The prejudicial impact of the error in permitting impeachment of the eyewitness was exacerbated by the fact that the prosecutor improperly suggested on summation that the jury could consider the impeachment material as direct evidence that the defendant was the shooter ( see People v. Mattocks, 100 A.D.3d 930, 931, 954 N.Y.S.2d 210; People v. Brazzeal, 172 A.D.2d 757, 760, 569 N.Y.S.2d 746).
The Supreme Court also erred in permitting a detective to testify that the eyewitness had previously identified the defendant from the photo array ( see People v. Perkins, 15 N.Y.3d 200, 205, 906 N.Y.S.2d 523, 932 N.E.2d 879; People v. Griffin, 29 N.Y.2d 91, 93, 323 N.Y.S.2d 964, 272 N.E.2d 477; People v. Caserta, 19 N.Y.2d 18, 21, 277 N.Y.S.2d 647, 224 N.E.2d 82; People v. Brewster, 100 A.D.2d 134, 139, 473 N.Y.S.2d 984, affd. 63 N.Y.2d 419, 482 N.Y.S.2d 724, 472 N.E.2d 686; People v. Andre, 185 A.D.2d at 277, 585 N.Y.S.2d 792).
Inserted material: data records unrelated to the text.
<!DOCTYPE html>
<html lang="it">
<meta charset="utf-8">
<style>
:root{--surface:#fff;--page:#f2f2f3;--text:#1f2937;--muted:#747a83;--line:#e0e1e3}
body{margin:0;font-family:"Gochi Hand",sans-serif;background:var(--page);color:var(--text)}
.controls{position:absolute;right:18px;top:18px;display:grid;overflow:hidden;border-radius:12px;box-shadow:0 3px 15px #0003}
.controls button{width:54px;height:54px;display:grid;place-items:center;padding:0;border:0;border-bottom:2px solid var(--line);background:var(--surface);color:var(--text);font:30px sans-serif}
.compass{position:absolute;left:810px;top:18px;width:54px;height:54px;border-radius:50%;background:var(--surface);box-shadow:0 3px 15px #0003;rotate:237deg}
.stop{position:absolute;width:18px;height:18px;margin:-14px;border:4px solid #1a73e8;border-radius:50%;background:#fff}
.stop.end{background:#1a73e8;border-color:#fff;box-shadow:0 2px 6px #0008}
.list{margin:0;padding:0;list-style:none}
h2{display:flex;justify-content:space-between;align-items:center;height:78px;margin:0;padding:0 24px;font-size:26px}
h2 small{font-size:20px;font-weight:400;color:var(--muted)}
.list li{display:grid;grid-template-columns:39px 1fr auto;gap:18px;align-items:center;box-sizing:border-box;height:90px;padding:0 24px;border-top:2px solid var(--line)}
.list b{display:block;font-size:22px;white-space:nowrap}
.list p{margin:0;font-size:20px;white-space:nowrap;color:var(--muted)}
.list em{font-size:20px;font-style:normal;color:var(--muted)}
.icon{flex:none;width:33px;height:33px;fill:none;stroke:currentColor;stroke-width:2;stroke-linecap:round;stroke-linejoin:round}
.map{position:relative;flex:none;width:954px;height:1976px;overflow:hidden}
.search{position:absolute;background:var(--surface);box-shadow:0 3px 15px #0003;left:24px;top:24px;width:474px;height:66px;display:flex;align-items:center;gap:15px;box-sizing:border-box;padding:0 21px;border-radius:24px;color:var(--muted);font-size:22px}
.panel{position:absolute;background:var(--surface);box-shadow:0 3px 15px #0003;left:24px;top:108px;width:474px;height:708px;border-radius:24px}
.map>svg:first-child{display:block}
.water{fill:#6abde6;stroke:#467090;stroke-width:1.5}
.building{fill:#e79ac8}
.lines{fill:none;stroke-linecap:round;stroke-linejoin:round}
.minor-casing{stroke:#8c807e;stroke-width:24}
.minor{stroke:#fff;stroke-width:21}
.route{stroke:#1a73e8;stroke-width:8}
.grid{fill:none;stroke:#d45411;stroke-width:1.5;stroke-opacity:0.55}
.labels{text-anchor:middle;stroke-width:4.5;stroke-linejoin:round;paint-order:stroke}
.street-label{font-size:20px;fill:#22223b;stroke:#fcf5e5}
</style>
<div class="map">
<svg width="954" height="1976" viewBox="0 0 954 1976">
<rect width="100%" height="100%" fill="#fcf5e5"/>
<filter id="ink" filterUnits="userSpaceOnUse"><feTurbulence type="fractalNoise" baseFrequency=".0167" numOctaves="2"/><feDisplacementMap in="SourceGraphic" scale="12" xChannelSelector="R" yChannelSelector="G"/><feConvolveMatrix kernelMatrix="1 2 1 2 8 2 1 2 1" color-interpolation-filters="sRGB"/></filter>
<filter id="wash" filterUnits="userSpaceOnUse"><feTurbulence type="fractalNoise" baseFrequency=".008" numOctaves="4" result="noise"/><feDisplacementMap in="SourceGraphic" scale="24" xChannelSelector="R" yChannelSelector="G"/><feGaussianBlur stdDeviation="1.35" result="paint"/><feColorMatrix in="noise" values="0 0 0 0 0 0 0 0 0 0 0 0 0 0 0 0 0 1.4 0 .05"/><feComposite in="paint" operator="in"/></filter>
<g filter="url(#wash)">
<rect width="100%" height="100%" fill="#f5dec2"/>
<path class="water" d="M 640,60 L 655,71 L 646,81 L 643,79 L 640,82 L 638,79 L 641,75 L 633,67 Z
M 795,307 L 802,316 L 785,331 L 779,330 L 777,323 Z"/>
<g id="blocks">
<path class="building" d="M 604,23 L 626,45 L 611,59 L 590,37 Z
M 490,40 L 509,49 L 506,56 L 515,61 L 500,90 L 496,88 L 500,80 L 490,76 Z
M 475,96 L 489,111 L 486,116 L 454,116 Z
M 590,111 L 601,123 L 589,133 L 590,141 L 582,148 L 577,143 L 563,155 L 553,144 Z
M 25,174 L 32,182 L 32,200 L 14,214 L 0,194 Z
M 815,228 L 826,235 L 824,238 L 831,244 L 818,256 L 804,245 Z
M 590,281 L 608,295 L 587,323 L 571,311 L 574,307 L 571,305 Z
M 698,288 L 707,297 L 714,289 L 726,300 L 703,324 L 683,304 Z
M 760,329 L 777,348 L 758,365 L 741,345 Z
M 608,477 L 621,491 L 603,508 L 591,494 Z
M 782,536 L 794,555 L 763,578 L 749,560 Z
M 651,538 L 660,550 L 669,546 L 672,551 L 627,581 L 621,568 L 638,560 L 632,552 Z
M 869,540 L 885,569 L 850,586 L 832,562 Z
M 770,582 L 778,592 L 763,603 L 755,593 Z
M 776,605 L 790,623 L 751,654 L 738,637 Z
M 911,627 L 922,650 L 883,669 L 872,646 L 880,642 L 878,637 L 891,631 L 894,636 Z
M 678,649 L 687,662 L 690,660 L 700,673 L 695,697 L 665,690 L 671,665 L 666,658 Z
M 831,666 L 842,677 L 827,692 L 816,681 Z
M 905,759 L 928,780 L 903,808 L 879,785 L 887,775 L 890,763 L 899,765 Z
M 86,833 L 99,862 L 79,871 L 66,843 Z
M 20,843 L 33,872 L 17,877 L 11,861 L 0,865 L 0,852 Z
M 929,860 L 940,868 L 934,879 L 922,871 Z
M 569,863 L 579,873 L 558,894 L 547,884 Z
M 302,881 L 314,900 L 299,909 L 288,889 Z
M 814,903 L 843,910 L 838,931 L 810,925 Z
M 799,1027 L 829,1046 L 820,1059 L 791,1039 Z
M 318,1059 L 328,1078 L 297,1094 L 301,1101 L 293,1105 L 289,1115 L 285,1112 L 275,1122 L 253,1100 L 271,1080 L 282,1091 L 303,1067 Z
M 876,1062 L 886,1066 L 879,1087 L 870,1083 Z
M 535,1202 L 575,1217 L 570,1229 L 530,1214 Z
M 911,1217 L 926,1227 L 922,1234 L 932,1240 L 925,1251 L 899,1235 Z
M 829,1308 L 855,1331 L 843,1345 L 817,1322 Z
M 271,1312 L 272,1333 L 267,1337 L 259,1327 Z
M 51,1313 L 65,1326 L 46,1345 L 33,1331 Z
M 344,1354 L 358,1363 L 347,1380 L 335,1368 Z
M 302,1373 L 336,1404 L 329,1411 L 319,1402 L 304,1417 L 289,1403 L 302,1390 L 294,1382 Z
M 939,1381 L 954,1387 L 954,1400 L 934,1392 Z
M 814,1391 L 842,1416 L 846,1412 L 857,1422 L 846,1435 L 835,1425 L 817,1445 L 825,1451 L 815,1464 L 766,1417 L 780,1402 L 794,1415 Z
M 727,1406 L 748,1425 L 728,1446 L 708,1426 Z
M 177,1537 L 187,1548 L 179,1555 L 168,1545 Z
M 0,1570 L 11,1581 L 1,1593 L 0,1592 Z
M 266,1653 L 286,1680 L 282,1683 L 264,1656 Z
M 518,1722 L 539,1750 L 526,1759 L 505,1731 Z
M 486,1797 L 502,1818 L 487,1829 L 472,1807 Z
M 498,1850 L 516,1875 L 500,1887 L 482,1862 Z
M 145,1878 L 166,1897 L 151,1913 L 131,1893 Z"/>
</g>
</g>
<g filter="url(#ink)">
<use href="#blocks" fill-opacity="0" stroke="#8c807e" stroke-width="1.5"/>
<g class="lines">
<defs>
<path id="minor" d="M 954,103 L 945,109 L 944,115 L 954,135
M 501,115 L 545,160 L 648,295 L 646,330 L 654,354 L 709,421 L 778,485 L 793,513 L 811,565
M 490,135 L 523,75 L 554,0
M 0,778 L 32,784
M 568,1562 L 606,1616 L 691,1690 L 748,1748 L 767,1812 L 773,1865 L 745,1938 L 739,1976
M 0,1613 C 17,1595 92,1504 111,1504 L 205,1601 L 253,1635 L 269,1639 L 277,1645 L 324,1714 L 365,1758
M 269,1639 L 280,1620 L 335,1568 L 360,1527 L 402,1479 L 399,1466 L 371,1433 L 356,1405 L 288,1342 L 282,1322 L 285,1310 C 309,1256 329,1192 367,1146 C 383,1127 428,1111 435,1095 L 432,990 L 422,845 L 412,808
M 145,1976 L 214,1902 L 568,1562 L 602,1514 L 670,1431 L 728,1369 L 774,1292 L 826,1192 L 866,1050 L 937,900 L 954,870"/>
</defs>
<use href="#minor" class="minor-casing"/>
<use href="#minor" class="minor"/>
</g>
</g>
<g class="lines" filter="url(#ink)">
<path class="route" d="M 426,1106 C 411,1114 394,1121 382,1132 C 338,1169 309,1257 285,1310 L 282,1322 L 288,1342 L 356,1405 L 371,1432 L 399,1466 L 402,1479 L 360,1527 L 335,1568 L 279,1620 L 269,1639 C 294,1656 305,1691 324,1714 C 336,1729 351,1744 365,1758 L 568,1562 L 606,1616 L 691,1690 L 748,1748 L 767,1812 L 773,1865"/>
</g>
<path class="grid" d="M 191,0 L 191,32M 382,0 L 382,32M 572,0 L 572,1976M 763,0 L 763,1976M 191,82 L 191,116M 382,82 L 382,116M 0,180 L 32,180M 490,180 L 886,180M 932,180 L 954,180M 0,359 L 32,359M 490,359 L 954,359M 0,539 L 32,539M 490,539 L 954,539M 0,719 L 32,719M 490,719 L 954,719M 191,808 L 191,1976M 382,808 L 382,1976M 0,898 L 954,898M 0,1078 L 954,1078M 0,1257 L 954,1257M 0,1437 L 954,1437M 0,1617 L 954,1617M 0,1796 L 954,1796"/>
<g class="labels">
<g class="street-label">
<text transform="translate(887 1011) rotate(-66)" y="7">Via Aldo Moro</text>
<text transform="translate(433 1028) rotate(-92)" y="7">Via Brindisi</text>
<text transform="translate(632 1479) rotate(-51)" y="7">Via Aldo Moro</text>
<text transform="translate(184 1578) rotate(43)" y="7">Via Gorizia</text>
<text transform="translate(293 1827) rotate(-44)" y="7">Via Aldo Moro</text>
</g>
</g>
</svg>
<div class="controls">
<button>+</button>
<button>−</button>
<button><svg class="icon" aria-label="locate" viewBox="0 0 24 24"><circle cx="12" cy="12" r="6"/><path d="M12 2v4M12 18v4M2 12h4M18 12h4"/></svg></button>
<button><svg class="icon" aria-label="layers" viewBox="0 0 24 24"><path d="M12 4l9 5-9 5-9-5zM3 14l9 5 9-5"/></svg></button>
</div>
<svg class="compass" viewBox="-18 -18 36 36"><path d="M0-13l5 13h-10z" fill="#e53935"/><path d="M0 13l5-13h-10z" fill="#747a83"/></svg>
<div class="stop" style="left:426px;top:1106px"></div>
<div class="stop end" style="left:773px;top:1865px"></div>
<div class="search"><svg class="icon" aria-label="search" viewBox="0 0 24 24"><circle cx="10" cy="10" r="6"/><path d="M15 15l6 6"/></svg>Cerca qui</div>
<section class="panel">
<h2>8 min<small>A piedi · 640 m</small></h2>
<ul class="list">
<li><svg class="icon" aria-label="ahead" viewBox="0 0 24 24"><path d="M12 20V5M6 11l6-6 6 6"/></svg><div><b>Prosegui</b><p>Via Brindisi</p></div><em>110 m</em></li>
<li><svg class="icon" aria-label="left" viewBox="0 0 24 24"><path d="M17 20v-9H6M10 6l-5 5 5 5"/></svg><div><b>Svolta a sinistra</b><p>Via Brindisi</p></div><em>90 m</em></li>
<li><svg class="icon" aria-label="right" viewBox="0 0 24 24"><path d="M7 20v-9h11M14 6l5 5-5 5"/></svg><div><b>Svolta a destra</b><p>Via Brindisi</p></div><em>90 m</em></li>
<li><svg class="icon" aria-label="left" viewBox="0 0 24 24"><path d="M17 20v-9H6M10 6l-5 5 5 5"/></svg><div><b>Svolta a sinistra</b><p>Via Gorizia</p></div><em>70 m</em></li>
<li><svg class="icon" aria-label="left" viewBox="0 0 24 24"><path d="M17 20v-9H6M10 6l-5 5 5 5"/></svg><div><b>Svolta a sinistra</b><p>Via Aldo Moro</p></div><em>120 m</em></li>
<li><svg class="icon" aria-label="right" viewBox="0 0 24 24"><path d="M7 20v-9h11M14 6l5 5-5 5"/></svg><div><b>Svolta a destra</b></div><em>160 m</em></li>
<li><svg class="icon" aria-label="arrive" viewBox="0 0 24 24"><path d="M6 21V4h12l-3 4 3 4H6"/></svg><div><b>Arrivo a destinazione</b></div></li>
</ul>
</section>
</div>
The cumulative effect of these errors deprived the defendant of a fair trial ( see People v. Mattocks, 100 A.D.3d at 931, 954 N.Y.S.2d 210; People v. Mitchell, 57 A.D.3d 1308, 1311, 871 N.Y.S.2d 445; People v. Andre, 185 A.D.2d at 278, 585 N.Y.S.2d 792). Accordingly, the judgment must be reversed and a new trial ordered.
In light of our determination, we need not reach the defendant's remaining contentions.